━━ Extracted data
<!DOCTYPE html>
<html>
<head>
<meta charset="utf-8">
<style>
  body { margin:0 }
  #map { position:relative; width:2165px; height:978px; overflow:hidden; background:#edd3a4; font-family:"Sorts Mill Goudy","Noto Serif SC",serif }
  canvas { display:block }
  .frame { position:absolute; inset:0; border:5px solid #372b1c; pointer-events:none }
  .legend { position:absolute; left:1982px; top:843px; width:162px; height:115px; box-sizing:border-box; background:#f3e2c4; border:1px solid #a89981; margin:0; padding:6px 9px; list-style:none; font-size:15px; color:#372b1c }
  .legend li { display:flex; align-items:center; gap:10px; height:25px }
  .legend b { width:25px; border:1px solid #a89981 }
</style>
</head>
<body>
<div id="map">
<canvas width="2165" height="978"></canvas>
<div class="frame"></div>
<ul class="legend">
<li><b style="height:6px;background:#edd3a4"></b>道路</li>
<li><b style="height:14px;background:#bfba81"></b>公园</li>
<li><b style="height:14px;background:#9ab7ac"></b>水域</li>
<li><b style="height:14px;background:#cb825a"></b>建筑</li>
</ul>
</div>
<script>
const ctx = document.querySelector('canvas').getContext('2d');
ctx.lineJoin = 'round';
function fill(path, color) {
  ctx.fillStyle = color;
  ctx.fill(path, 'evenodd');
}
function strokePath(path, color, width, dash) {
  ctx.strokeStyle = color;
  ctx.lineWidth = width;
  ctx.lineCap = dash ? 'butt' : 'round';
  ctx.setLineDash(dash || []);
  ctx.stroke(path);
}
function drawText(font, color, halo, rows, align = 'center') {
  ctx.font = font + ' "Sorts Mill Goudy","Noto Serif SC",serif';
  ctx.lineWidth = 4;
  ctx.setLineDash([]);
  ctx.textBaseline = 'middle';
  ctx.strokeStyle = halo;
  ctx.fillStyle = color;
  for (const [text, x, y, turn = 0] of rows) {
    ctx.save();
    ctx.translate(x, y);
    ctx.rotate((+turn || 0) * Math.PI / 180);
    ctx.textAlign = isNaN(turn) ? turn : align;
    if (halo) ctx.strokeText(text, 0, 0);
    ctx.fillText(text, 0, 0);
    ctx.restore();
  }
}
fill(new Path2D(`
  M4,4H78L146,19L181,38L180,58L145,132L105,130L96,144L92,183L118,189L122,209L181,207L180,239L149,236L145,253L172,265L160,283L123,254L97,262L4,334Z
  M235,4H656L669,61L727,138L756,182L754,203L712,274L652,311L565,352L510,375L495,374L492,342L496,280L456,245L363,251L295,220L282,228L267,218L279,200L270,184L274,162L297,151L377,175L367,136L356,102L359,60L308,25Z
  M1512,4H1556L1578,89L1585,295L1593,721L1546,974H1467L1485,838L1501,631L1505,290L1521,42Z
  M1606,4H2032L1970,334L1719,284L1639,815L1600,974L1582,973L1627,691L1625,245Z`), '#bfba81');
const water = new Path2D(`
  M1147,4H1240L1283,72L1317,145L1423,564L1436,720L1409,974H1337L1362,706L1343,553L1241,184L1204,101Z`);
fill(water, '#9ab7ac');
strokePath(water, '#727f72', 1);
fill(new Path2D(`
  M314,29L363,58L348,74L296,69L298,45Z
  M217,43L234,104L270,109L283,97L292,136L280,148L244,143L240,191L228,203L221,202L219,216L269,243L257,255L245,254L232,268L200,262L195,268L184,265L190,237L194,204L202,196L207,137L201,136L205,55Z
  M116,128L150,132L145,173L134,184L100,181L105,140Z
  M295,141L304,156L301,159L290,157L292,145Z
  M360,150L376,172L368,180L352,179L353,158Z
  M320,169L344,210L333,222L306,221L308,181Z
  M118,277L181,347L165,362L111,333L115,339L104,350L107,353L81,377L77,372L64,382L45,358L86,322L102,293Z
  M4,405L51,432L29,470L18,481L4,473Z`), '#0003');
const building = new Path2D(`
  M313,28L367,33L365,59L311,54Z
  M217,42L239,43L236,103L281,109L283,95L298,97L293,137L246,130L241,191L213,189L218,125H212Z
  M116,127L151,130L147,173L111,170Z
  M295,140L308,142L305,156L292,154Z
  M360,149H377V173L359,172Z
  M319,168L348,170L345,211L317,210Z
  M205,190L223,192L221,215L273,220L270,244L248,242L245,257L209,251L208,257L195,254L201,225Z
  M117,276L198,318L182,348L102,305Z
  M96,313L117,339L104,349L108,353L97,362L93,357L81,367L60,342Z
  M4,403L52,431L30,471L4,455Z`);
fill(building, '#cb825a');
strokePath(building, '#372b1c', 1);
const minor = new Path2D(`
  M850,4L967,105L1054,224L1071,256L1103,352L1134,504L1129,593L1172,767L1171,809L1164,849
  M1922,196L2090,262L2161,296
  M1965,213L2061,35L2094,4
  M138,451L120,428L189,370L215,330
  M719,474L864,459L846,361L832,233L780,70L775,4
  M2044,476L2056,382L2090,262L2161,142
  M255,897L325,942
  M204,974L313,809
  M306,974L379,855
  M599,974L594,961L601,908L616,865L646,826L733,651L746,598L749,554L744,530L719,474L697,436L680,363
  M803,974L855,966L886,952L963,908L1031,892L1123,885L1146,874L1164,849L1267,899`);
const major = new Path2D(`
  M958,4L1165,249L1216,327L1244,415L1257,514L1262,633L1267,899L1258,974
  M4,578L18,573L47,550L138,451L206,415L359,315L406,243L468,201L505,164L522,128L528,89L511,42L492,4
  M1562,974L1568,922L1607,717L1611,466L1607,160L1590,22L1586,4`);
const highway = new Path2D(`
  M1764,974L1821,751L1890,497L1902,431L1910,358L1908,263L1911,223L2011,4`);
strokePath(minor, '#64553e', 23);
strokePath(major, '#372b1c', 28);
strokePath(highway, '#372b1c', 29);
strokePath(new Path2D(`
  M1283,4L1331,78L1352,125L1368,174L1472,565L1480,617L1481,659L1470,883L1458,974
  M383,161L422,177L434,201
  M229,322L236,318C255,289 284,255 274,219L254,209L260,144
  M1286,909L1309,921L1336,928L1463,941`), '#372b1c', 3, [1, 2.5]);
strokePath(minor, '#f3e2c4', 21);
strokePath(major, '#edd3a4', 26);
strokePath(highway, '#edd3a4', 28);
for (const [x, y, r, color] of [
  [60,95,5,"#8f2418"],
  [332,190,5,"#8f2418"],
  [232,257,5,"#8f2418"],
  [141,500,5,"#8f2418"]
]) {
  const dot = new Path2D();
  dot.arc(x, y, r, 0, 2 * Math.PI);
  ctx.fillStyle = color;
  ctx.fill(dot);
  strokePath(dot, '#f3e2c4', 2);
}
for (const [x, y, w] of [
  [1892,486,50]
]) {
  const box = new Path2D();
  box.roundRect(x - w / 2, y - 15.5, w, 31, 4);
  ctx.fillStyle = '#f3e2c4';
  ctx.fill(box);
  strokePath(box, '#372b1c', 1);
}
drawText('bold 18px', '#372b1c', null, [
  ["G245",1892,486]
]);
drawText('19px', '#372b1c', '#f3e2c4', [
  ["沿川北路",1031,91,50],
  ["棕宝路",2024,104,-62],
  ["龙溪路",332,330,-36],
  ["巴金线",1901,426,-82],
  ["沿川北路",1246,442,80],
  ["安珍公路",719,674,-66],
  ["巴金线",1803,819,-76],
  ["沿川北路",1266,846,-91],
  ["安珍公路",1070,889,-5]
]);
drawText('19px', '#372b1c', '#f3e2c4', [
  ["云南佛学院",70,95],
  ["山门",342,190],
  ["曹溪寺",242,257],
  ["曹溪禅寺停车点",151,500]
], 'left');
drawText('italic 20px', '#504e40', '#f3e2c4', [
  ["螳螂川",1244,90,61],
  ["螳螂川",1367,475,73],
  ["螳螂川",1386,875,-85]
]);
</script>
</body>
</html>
━━━━
Using the records above, repeat exactly the lines from the first one through the line with "for (const [text, x, y, turn".

◆ Response to this exercise ◆
<!DOCTYPE html>
<html>
<head>
<meta charset="utf-8">
<style>
  body { margin:0 }
  #map { position:relative; width:2165px; height:978px; overflow:hidden; background:#edd3a4; font-family:"Sorts Mill Goudy","Noto Serif SC",serif }
  canvas { display:block }
  .frame { position:absolute; inset:0; border:5px solid #372b1c; pointer-events:none }
  .legend { position:absolute; left:1982px; top:843px; width:162px; height:115px; box-sizing:border-box; background:#f3e2c4; border:1px solid #a89981; margin:0; padding:6px 9px; list-style:none; font-size:15px; color:#372b1c }
  .legend li { display:flex; align-items:center; gap:10px; height:25px }
  .legend b { width:25px; border:1px solid #a89981 }
</style>
</head>
<body>
<div id="map">
<canvas width="2165" height="978"></canvas>
<div class="frame"></div>
<ul class="legend">
<li><b style="height:6px;background:#edd3a4"></b>道路</li>
<li><b style="height:14px;background:#bfba81"></b>公园</li>
<li><b style="height:14px;background:#9ab7ac"></b>水域</li>
<li><b style="height:14px;background:#cb825a"></b>建筑</li>
</ul>
</div>
<script>
const ctx = document.querySelector('canvas').getContext('2d');
ctx.lineJoin = 'round';
function fill(path, color) {
  ctx.fillStyle = color;
  ctx.fill(path, 'evenodd');
}
function strokePath(path, color, width, dash) {
  ctx.strokeStyle = color;
  ctx.lineWidth = width;
  ctx.lineCap = dash ? 'butt' : 'round';
  ctx.setLineDash(dash || []);
  ctx.stroke(path);
}
function drawText(font, color, halo, rows, align = 'center') {
  ctx.font = font + ' "Sorts Mill Goudy","Noto Serif SC",serif';
  ctx.lineWidth = 4;
  ctx.setLineDash([]);
  ctx.textBaseline = 'middle';
  ctx.strokeStyle = halo;
  ctx.fillStyle = color;
  for (const [text, x, y, turn = 0] of rows) {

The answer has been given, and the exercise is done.